Underlying any understanding of the mode, tempo, and relative importance of the adaptive process in the evolution of natural populations is the notion of whether adaptation is mutation-limited. Two very different population genetic models have recently been proposed in which the rate of adaptation is not strongly limited by the rate at which newly arising beneficial mutations enter the population. This review discusses the theoretical underpinnings and requirements of these models, as well as the experimental insights on the parameters of relevance. Importantly, empirical and experimental evidence to date challenges the recent enthusiasm for invoking these models to explain observed patterns of variation in humans and Drosophila.

Origins and impacts of new exons

Origins and impacts of new exons
Jason Merkin*, Ping Chen*, Sampsa Hautaniemi, Christopher Burge
doi: http://dx.doi.org/10.1101/009282

Mammalian genes are typically broken into several protein-coding and non-coding exons, but the evolutionary origins and functions of new exons are not well understood. Here, we analyzed patterns of exon gain using deep cDNA sequencing data from several mammals and one bird, identifying thousands of species- and lineage-specific exons.

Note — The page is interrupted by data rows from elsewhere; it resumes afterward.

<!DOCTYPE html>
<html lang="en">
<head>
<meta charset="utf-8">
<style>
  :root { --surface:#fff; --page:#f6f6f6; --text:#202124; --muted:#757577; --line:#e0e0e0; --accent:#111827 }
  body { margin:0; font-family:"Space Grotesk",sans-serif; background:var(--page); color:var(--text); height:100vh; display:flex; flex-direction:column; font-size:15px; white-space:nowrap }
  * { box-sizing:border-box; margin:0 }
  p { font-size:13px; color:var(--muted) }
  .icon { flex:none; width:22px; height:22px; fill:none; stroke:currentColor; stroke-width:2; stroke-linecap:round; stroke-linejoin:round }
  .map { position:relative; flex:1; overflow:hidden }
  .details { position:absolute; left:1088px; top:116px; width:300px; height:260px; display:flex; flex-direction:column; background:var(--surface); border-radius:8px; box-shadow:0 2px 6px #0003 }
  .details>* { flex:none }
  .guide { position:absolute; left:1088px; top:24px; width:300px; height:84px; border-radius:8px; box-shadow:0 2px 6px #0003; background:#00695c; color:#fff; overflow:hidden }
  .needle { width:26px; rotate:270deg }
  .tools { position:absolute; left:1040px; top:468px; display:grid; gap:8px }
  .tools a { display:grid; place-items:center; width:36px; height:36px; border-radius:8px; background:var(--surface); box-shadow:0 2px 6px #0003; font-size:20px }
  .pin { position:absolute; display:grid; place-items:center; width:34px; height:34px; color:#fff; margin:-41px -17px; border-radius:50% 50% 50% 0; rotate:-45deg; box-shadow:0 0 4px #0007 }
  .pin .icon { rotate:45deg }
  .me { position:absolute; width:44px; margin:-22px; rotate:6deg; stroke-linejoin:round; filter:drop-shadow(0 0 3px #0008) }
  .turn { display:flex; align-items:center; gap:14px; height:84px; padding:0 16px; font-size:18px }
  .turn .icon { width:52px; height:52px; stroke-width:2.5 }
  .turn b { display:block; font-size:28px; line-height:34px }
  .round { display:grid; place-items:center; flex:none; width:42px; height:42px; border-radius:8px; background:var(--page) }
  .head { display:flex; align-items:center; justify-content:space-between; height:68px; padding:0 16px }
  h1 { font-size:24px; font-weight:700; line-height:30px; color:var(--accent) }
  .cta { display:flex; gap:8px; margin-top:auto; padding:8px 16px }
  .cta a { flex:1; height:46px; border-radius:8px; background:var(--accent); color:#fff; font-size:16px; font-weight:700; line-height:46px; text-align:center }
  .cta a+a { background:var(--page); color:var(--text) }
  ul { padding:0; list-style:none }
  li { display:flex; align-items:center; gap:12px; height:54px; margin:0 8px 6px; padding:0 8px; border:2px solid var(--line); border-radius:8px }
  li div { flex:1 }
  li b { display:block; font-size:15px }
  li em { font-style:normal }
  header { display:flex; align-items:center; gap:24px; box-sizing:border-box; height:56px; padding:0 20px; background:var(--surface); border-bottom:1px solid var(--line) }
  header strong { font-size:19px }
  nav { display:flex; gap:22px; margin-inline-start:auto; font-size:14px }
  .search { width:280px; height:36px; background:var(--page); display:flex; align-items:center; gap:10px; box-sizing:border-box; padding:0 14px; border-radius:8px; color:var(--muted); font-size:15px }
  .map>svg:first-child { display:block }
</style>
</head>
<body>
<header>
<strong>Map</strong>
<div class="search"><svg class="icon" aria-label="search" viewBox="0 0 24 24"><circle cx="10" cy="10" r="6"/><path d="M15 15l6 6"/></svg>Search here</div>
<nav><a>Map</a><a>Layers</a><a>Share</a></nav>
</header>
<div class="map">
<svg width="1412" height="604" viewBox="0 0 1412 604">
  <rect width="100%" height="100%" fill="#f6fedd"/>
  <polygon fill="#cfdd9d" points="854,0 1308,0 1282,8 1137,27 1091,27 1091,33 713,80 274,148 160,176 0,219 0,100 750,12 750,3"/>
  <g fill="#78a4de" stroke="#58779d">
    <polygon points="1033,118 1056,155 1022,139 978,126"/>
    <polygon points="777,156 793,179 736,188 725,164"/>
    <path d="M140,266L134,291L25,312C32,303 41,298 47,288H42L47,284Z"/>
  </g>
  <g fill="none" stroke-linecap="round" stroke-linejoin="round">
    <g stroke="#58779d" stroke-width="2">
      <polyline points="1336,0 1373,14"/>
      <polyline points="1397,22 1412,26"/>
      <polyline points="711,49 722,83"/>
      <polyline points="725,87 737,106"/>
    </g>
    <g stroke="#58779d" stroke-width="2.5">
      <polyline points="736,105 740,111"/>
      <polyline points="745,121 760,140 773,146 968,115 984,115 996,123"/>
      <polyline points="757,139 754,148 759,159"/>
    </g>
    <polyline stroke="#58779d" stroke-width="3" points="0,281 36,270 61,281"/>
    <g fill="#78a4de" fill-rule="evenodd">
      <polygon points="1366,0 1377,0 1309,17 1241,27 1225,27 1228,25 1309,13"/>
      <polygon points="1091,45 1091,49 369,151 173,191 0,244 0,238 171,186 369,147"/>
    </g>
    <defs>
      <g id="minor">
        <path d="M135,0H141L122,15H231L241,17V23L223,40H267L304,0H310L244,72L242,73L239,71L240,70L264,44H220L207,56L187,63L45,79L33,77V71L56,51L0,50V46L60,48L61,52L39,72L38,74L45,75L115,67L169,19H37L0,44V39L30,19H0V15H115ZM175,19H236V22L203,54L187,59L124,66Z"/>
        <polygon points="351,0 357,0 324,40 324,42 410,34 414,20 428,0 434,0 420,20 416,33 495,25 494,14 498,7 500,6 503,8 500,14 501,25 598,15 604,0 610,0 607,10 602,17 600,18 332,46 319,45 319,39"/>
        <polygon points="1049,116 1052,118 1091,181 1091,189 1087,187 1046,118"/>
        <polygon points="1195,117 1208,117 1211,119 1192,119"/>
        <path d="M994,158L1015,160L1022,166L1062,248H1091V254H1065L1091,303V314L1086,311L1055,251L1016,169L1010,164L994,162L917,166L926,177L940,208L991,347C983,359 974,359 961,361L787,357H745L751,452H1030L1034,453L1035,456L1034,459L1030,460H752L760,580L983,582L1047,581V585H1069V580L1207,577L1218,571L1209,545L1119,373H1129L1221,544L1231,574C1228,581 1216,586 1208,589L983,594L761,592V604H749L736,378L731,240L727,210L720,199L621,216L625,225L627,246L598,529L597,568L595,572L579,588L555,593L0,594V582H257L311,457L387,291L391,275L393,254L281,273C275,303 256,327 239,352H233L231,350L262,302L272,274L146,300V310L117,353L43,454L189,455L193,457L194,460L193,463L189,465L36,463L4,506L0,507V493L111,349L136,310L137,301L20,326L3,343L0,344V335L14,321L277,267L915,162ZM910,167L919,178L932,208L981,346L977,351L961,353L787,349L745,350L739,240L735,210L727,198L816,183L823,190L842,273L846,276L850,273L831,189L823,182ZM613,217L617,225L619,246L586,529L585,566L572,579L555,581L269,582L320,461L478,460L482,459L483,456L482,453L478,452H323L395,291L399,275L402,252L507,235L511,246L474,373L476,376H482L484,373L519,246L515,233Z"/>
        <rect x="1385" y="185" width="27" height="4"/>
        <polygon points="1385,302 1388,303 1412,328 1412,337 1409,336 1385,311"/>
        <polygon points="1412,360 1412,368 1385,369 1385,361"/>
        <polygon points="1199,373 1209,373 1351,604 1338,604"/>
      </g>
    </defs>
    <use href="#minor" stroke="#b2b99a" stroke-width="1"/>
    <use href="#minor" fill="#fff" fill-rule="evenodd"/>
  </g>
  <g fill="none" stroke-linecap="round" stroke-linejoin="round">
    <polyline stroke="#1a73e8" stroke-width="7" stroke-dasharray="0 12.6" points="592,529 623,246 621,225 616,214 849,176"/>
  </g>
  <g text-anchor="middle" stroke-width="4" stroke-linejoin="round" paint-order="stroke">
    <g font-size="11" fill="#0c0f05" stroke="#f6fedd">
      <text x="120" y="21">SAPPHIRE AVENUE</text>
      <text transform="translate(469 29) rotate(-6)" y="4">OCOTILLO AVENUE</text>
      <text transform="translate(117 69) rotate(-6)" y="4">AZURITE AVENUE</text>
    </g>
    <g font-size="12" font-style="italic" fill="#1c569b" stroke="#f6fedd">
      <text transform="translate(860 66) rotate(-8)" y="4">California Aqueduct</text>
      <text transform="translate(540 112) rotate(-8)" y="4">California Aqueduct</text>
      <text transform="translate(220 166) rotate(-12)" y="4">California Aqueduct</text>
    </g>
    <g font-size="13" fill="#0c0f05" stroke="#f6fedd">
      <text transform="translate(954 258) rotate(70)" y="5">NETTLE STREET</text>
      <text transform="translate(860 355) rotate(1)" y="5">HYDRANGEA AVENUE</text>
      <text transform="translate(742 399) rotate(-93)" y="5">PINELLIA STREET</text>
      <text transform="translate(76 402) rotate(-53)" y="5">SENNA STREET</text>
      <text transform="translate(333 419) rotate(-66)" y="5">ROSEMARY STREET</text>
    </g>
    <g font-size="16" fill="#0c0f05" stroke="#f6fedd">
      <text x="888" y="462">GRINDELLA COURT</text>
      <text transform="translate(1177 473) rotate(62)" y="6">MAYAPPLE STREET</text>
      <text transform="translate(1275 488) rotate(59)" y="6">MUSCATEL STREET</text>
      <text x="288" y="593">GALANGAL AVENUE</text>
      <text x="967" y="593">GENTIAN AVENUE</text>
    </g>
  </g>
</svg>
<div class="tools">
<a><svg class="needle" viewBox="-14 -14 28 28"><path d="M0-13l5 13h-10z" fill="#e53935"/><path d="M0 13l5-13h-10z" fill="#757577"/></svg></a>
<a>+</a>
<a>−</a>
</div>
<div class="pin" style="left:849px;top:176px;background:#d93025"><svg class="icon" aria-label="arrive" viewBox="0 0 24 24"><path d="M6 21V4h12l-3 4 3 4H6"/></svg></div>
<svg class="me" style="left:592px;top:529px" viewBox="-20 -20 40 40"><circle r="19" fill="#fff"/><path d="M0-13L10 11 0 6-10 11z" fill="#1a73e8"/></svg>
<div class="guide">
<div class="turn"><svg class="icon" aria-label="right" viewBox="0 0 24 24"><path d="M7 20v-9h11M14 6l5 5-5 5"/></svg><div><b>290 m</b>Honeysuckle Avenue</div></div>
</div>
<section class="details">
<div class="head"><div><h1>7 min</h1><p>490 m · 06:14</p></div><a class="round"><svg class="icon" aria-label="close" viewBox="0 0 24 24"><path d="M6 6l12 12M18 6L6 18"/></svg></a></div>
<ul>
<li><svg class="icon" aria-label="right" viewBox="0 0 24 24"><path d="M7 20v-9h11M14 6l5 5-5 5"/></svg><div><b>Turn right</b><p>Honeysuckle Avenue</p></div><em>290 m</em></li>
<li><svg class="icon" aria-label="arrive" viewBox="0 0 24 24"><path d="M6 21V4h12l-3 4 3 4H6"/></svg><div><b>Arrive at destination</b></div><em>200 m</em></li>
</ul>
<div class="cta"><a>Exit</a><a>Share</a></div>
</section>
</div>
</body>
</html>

While exons conserved across mammals are mostly protein-coding and constitutively spliced, species-specific exons were mostly located in 5′ untranslated regions and alternatively spliced. New exons most often derived from unique intronic sequence rather than repetitive elements, and were associated with upstream intronic deletions, increased nucleosome occupancy and RNA polymerase II pausing. Surprisingly, exon gain was associated with increased gene expression, but only in tissues where the exon was included, suggesting that splicing enhances steady-state mRNA levels and that changes in splicing represent a major contributor to the evolution of gene expression.